§ WORK TO COMPLETE:
Search the data for "Mount". Return each matching line.

(Saved data entries)

============================================================

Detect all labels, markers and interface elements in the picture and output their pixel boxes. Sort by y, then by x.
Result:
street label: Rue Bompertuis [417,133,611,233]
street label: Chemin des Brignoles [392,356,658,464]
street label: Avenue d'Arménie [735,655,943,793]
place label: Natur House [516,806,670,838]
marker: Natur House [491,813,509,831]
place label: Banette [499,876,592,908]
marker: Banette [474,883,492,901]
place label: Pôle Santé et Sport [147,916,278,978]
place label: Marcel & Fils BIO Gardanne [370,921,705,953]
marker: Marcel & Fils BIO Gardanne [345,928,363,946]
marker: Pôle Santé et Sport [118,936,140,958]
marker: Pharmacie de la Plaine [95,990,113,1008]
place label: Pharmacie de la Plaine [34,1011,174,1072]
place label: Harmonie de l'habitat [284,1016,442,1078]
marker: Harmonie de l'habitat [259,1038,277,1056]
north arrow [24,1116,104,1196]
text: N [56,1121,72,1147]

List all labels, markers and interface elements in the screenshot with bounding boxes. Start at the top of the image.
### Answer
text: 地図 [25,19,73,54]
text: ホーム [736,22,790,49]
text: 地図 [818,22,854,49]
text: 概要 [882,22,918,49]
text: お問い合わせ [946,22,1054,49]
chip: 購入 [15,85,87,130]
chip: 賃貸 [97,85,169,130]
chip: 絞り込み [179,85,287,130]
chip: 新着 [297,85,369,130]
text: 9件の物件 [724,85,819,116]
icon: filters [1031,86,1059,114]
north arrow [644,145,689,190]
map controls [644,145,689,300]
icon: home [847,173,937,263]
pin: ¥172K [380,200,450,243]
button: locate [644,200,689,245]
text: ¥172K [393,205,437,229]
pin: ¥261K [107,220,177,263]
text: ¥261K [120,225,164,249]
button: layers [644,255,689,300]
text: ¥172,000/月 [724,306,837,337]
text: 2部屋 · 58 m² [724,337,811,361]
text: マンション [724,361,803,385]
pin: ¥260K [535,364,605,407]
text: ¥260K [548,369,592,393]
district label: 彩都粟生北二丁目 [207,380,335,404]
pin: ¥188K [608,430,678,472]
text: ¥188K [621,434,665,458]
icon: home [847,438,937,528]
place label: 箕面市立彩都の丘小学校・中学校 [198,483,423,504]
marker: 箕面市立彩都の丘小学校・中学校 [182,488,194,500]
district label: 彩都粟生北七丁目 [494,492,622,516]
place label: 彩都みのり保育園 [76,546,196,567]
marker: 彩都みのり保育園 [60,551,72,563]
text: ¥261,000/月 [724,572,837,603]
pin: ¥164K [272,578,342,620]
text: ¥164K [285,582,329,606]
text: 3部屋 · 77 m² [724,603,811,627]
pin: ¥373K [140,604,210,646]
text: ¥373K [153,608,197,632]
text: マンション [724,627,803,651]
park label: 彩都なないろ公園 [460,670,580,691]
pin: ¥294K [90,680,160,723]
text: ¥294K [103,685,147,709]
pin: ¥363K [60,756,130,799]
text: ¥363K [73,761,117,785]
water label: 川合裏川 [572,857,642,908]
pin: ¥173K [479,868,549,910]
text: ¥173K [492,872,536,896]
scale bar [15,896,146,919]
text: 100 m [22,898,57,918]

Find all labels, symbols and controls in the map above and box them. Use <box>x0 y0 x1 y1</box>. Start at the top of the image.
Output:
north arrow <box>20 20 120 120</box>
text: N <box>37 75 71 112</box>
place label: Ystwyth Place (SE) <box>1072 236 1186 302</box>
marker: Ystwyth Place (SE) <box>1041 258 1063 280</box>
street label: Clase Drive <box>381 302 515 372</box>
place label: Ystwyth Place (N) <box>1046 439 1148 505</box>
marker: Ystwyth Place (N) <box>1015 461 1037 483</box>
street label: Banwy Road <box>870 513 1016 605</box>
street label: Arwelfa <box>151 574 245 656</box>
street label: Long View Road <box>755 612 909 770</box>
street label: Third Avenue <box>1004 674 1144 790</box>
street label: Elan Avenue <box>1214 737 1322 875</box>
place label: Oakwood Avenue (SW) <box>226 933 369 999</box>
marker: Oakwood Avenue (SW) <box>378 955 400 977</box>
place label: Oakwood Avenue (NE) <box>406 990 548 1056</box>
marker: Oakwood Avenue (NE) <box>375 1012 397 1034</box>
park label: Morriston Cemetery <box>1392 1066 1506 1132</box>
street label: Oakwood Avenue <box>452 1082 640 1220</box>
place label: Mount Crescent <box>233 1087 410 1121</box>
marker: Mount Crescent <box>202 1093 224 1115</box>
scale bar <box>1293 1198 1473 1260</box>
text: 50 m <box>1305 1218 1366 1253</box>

============================================================

§ ANSWER SECTION:
place label: Mount Crescent <box>233 1087 410 1121</box>
marker: Mount Crescent <box>202 1093 224 1115</box>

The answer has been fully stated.